Nearly two years after blowing Vita owners’ minds, Danganronpa: Trigger Happy Havoc brings some despair to PC gamers on Steam. In the past few years, some big Japanese publishers like Bandai Namco and Square Enix have been putting their games on Steam, but they all pale in comparison to the experience you will get from Danganronpa. This is the third time I played through Trigger Happy Havoc and it reminded me why I enjoy these unique games in the first place.
The Danganronpa games play out like a combination of the Ace Attorney games, Persona games, and Zero Escape games. You basically have school life, character interactions (Danganronpa has some of the best characters ever written), detective work, and puzzle mini-games. The main story took me just over 25 hours to complete and will depend on how fast you can read and how much extra stuff you do while getting through your time in Hope’s Peak Academy. There is no filler content here. The quality never drops and the well written characters and plot twists keep you guessing right until the end.
Makoto Naegi is an average student who has lucked out and finds himself with the prestigious opportunity of joining Hope’s Peak Academy, which is reserved for the best of the best and where every student is an “Ultimate” at something or the other. Leon is the Ultimate Baseball Star, while Asahina is the Ultimate Swimming Pro. There are also a few characters who don’t reveal what they are the Ultimate at. You play as Makoto and try and figure out why you were chosen to be here.
Hope’s Peak isn’t your everyday academy. Early on, you get to know that everyone is trapped within the confines of the Academy and the only way to escape is to kill someone and “graduate”. This is where the real game begins. Monokuma, a remote-controlled bear who is both the best and the worst, will torment the rest of your time at Hope’s Peak through various mind games. After the prologue, the game gets into a regular pattern of spending time with your friends and learning more about them before a murder takes place. The murder is followed by an investigation (this is where the Ace Attorney nod happens) and finally a trial.
Trials in Danganronpa are very different than other games.

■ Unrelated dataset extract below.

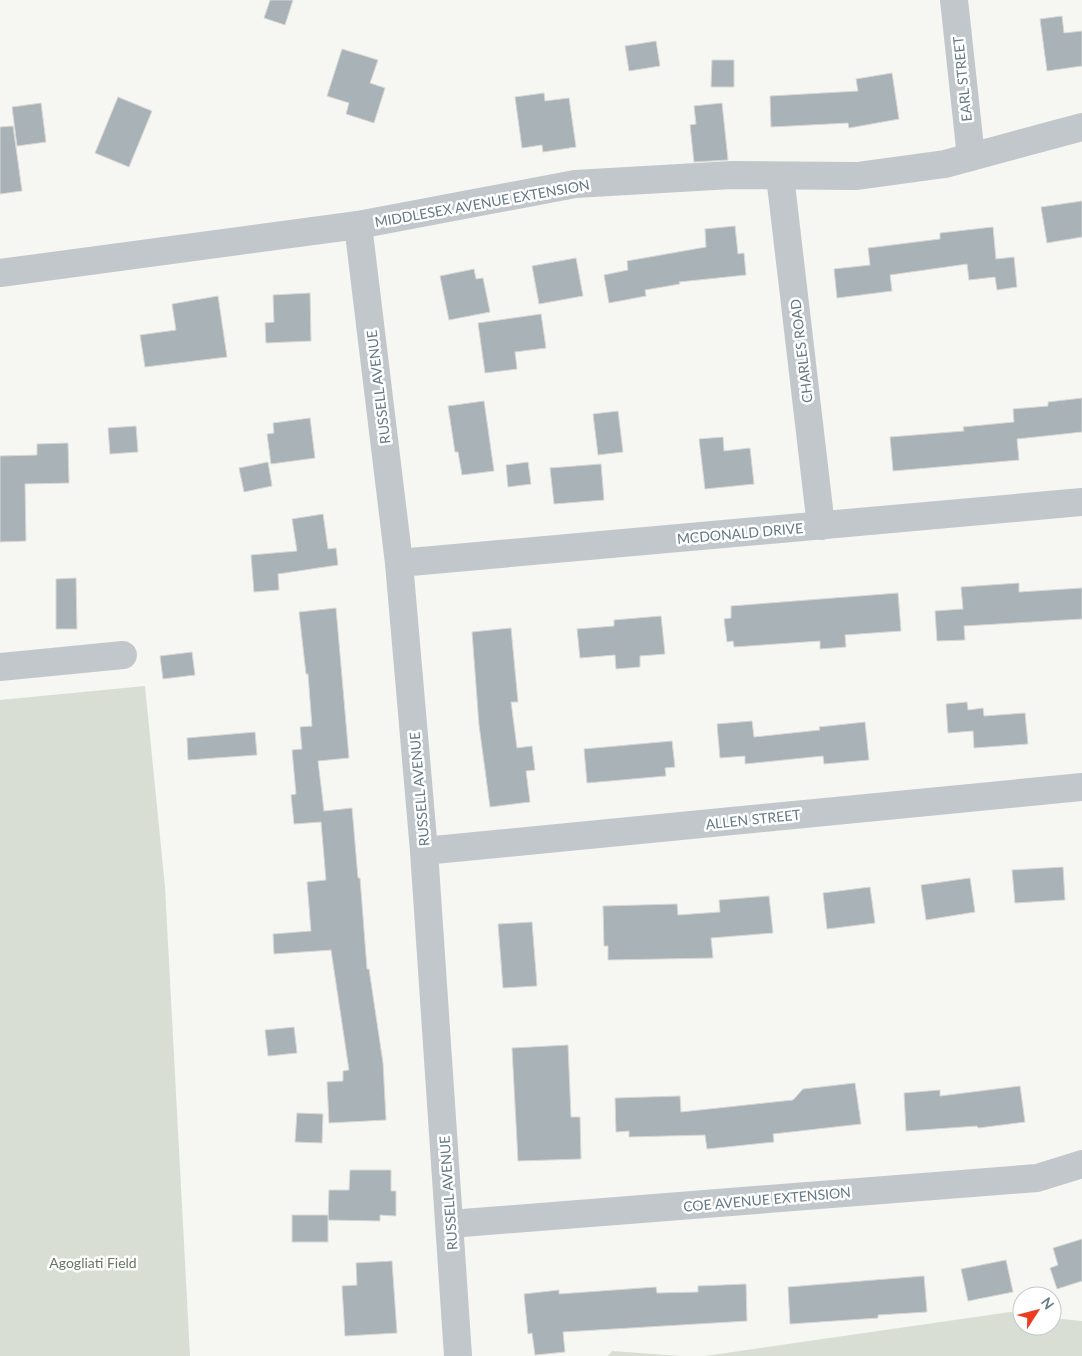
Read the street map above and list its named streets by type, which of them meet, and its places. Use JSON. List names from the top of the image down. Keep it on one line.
{"streets":{"street":["EARL STREET","MIDDLESEX AVENUE EXTENSION","CHARLES ROAD","RUSSELL AVENUE","MCDONALD DRIVE","ALLEN STREET","COE AVENUE EXTENSION"]},"crossings":[["EARL STREET","MIDDLESEX AVENUE EXTENSION"],["MIDDLESEX AVENUE EXTENSION","CHARLES ROAD"],["MIDDLESEX AVENUE EXTENSION","RUSSELL AVENUE"],["CHARLES ROAD","MCDONALD DRIVE"],["RUSSELL AVENUE","MCDONALD DRIVE"],["RUSSELL AVENUE","ALLEN STREET"],["RUSSELL AVENUE","COE AVENUE EXTENSION"]],"parks":["Agogliati Field"],"north":"top right"}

There are mini-games that involve rhythm sections, shooting “truth bullets” into contradictory statements, and more. This may sound arduous, but everything has been crafted carefully to keep you guessing until the very end where everyone has decided on the guilty party. I love the finale of the trials, where you put together different pieces of the murder in a comic book fashion. These trials end up with someone getting executed and the number of students reduces.
Danganronpa will have you get attached to certain characters only to see them get executed or murdered soon after. There is some replay value because you can restart the game and spend time with a character who got murdered earlier in the game. There’s also the fact that things are never predictable thanks to the plot twists and the great writing.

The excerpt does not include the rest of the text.